Many other stories were told during the evening, especially about the old phone system when the operator would ask you for 'Number, please' and then, if you asked for a local number, was able to tell you that you wouldn’t get a reply from that number as the householder had been spotted boarding the morning train to Dublin, or was away on holiday. The switchboard operators were, apparently, a great source of local news and gossip, some of it gained through a bit of 'accidental' overhearing of people’s phone conversations.


The museum is hugely fortunate to have the old switchboard from Ardcroney Post Office on display: a large wooden contraption, five feet high and three feet wide, with plugs and flaps and cables and wires of many different colours. The phone system, as well as the mail, was operated by the ‘P&T’ or Department of Posts and Telegraphs. Post necessitated stamps, and there are some beautiful displays of stamp collections to see. Some of the most interesting stamps are those from 1922 overstamped with ‘Rialtas Sealadach na hÉireann’.
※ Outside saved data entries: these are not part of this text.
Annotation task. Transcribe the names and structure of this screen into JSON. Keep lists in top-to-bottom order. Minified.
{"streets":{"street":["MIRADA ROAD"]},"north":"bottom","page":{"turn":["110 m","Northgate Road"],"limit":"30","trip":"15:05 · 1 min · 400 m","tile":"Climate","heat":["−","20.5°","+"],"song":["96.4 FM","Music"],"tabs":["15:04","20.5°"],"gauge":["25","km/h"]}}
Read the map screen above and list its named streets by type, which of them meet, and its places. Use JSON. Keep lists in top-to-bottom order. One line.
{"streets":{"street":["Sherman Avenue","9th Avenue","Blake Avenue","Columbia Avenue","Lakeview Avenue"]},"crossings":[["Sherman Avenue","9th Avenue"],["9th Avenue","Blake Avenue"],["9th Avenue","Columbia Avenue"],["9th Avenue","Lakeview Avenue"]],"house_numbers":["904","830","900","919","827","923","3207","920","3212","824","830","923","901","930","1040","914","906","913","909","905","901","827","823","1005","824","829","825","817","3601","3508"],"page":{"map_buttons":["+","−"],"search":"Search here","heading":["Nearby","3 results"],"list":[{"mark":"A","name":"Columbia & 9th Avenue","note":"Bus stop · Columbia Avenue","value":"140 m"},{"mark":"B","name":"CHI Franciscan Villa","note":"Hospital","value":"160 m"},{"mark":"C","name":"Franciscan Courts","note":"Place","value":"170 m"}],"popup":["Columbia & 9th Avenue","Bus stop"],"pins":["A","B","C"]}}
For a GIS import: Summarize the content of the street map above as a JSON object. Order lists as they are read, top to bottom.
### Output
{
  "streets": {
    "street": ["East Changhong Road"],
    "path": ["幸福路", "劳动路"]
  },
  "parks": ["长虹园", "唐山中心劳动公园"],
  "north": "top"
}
The exchange of stories at the launch caused a great deal of laughter and this continued over the traditional tea and goodies after the more formal part of the night, and all thanks are due to those who brewed the tea and baked the cakes. The committee of Cloughjordan Heritage Group would also like to thank: Tipperary County Council for grant aid for display cabinets; Peter Baker for making the Baker Collection available; Brian Sheppard artefacts from Cloughjordan Post Office; Michael Molamphy, contributor of the manual telephone exchange; Brendan Sheehan for contributing significant coins; Ger Heffernan for memorabilia from Ardcroney Post Office; Rose Kearney and John and Joe McCarthy for stamp collections; and finally Rachel Vaughan, June Wiliams and Bawney Hayes for the readings.